“Lock-in” indicates a freeze on the shares. SEBI ICDR Regulations 2009 have stipulated lock-in requirements on shares of promoters mainly to ensure that the promoters or main persons, who are controlling the company, shall continue to hold some minimum percentage in the company after the public issue. The requirements are detailed in Chapter III Part IV of SEBI ICDR Regulations 2009.
The promoter has been defined as a person or persons who are in control of the company, who are instrumental in the formulation of a plan or programme pursuant to which the securities are offered to the public and those named in the prospectus as promoters(s). It may be noted that a director / officer of the issuer company or person, if they are acting as such merely in their professional capacity are not be included in the definition of a promoter. However a financial institution, scheduled bank, foreign Institutional Investor and mutual fund shall not be deemed to be a Promoter merely by virtue of the fact that too go or more of the equity share capital of the issuer is held by such person. Further, such financial institutions scheduled bank and foreign institutional investor shall be treated as promoter for the subsidiaries or companies promoted by them or for the mutual fund sponsored by them.
'Promoter Group' includes the promoter, an immediate relative of the promoter (i.e. any spouse of that person, or any parent, brother, sister or child of the person or of the spouse). In case promoter is a body corporate, a subsidiary or holding company of that body corporate; any body corporate in which the promoter holds 10% or more of the equity capital or which holds 10% or more of the equity capital of the Promoter; any body corporate in which a group of individuals or companies or combinations thereof who holds 20% or more of the equity capital in that company also holds 20% or more of the equity capital of the issuer company. In case the promoter is an individual, any body corporate in which 10% or more of the share capital is held by the promoter or an immediate relative of the promoter' or a firm or HUF in which the 'Promoter' or any one or more of his immediate relative is a member; any body corporate in which a body corporate specified in (i) above, holds 10% or more, of the share capital; any HUF or firm in which the aggregate share of the promoter and his immediate relatives is equal to or more than 10% of the total, and all persons whose shareholding is aggregated for the purpose of disclosing in the prospectus "shareholding of the promoter group"
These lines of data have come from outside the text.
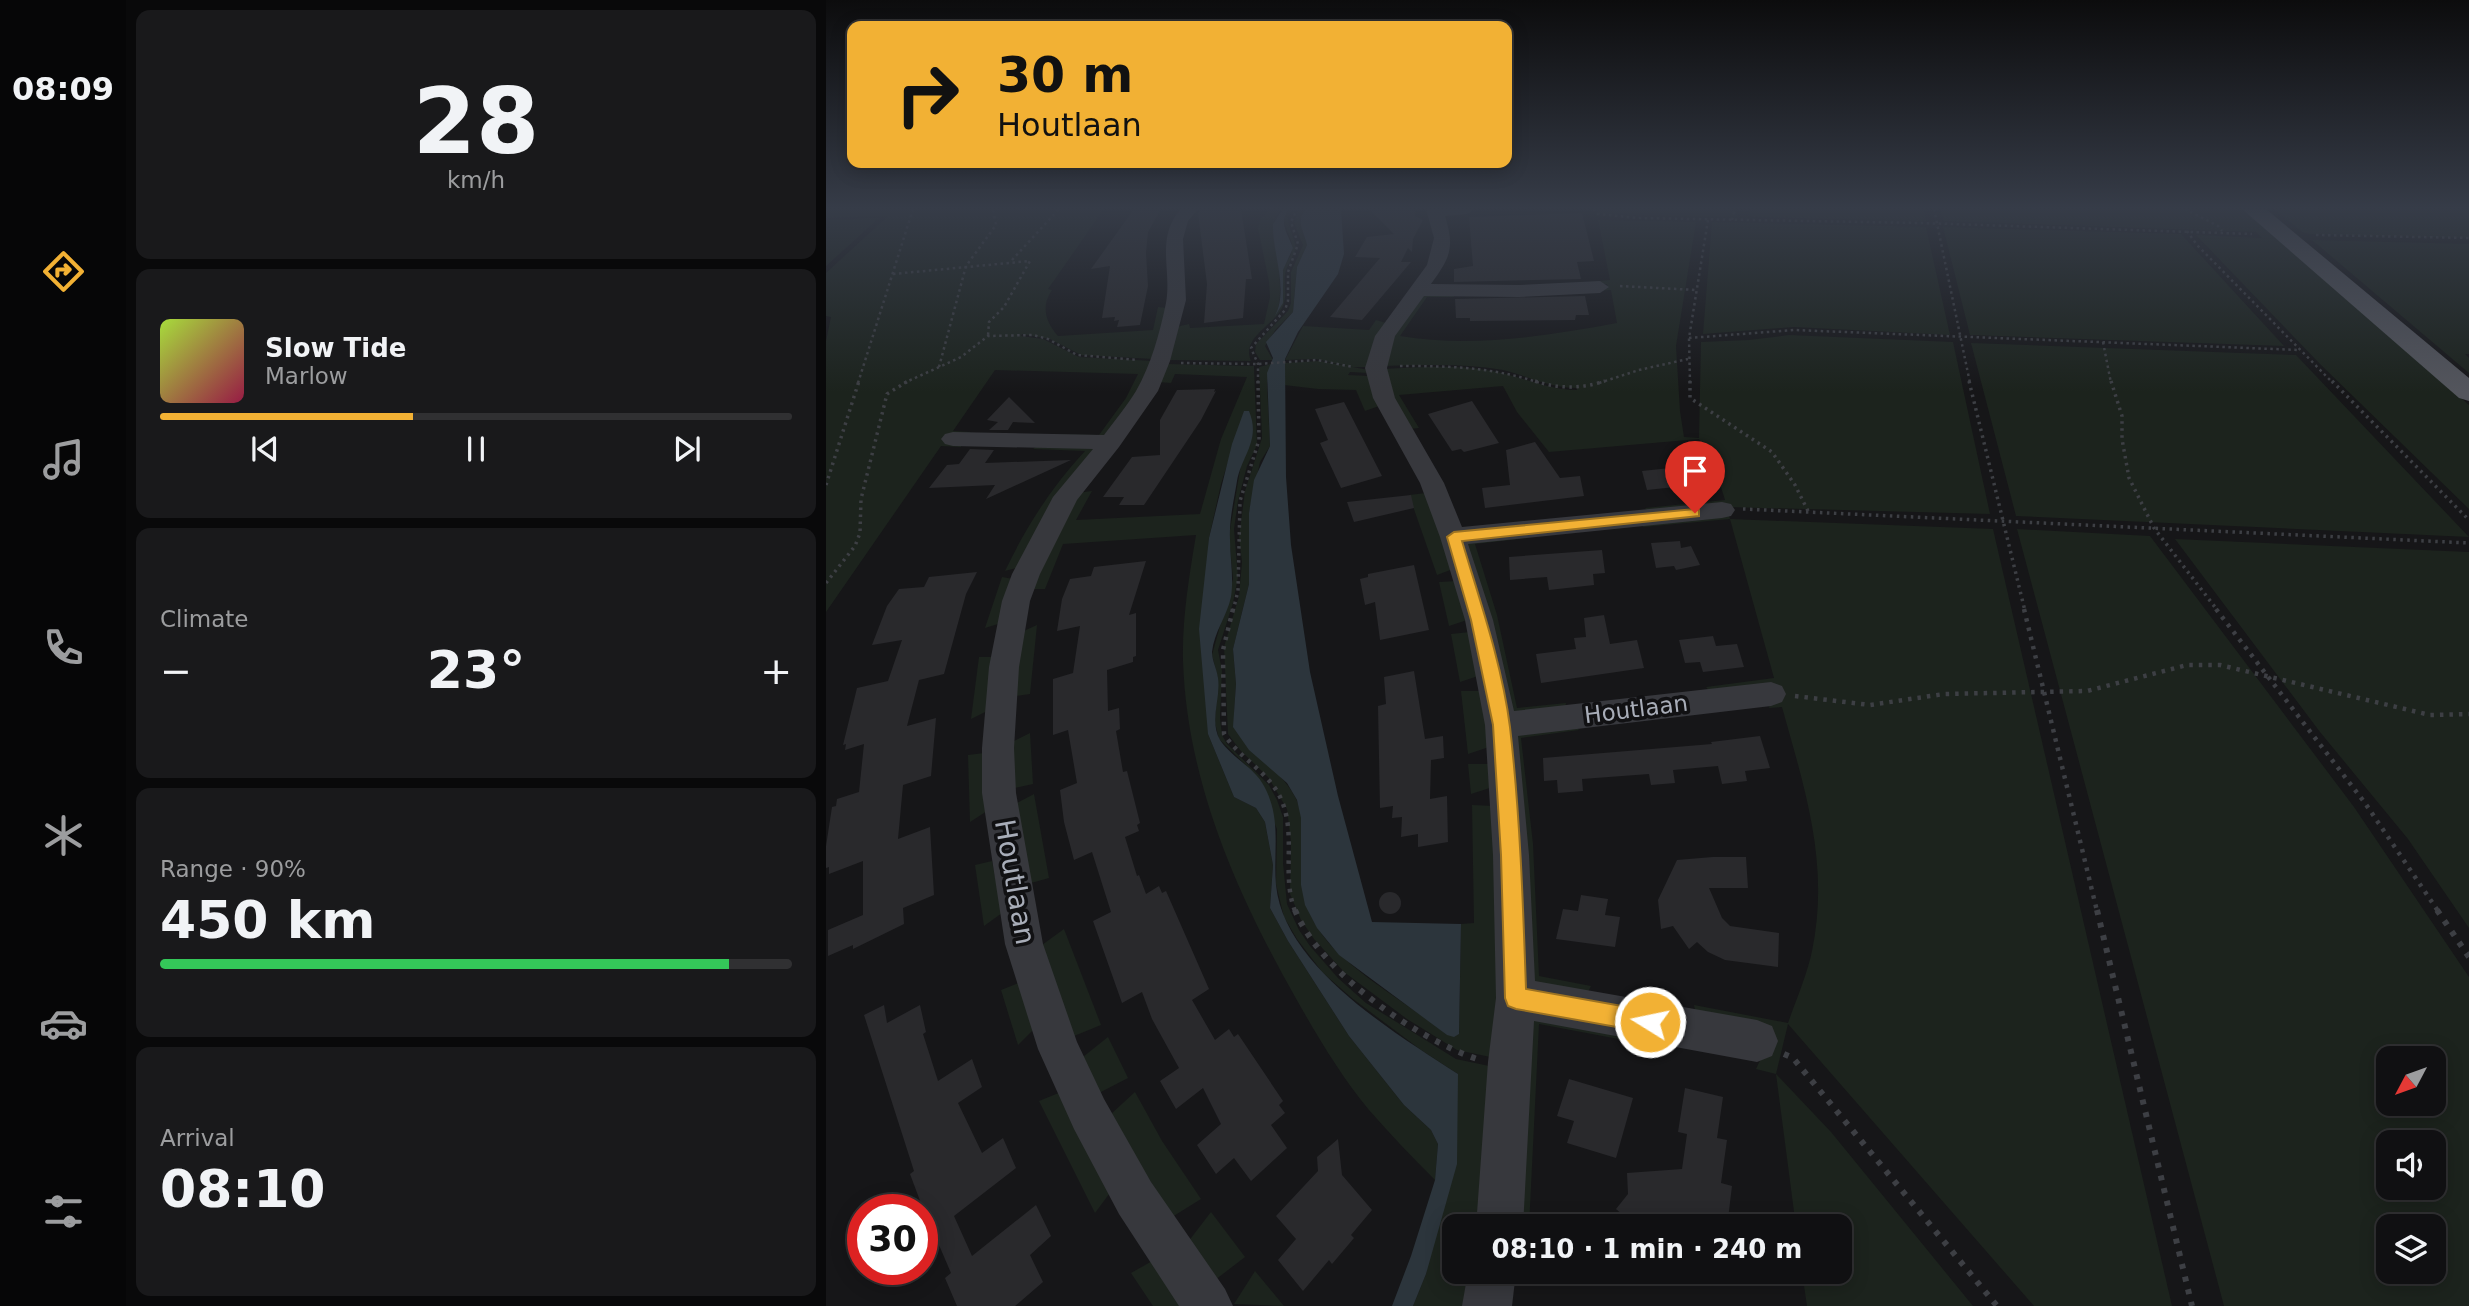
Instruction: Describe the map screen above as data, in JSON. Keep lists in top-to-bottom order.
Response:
{
  "streets": {
    "street": ["Houtlaan"]
  },
  "north": "bottom left",
  "page": {
    "tabs": "08:09",
    "tile": [
      ["28", "km/h"],
      "Climate",
      ["Range · 90%", "450 km"],
      ["Arrival", "08:10"]
    ],
    "turn": ["30 m", "Houtlaan"],
    "song": ["Slow Tide", "Marlow"],
    "heat": ["−", "23°", "+"],
    "limit": "30",
    "trip": "08:10 · 1 min · 240 m"
  }
}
The details are provided in the SEBI ICDR Regulations 2009.
Promoter's Contribution and Lock-in
In case of an IPO/FPO, the promoters have to necessarily offer at least 20% of the post issue capital. In case of public issues by listed companies, the promoters shall participate either to the extent of 20% of the proposed issue or ensure post-issue share holding to the extent of 20% of the post-issue capital.
In case of any issue of capital to the public the minimum contribution of promoters shall be locked in for a period of three years, both for an IPO/FPO and public issue by listed companies. In case of an IPO/FPO, if the promoters' contribution in the proposed issue exceeds the required minimum contribution, such excess contribution shall also be locked in for a period of one year. Green shoe Option
A Green Shoe option means an option of allocating shares in excess of the equity shares offered in the public issue as a post-listing price stabilizing mechanism for a period not exceeding 30 days in accordance with the provisions of Chapter III Part V of SEBI ICDR Regulations 2009, which is granted to a company to be exercised through a Stabilizing Agent. This is an arrangement wherein the issue would be over allotted to the extent of a maximum of 15% of the issue size. From an investor’s perspective, an issue with green shoe option provides more probability of getting shares and also that post listing price may show relatively more stability as compared to market.
In a safety net scheme or a buy back arrangement the issuer company in consultation with the lead merchant banker discloses in the RHP that if the price of the shares of the company post listing goes below a certain level the issuer will purchase back a specific number of shares from original resident retail allottees at the issue price.
There are two types of underwriting.
Hard underwriting is when an underwriter agrees to buy his commitment of shares before the issue opens. The underwriter guarantees a fixed amount to the issuer from the issue. Thus, in case the shares are not subscribed by investors, the issue is devolved on underwriters and they have to bring in the amount by subscribing to the shares. The underwriter bears a risk which is much higher in soft underwriting.
Soft underwriting is when an underwriter agrees to buy the shares at stage after the issue is closed. He then, immediately places those shares with institutional players. The risk faced by the underwriter as such is reduced to a small window of time. Also, the soft underwriter has the option to invoke a force Majeure (acts of God) clause in case there are certain factors beyond the control that can affect the underwriter’s ability to place the shares with the buyers.
Open book/ closed book
In an open book building system the merchant banker along with the issuer ensures that the demand for the securities is displayed online on the website of the stock exchanges. Here, the investors can be guided by the movements of the bid during the period in which the bid is kept open, Indian book building process provides for an open book system. In the closed book building system, the book is not made public and the bidders will have to take a call on the price at which they intend to make a bid without having any information on the bids submitted by other bidders.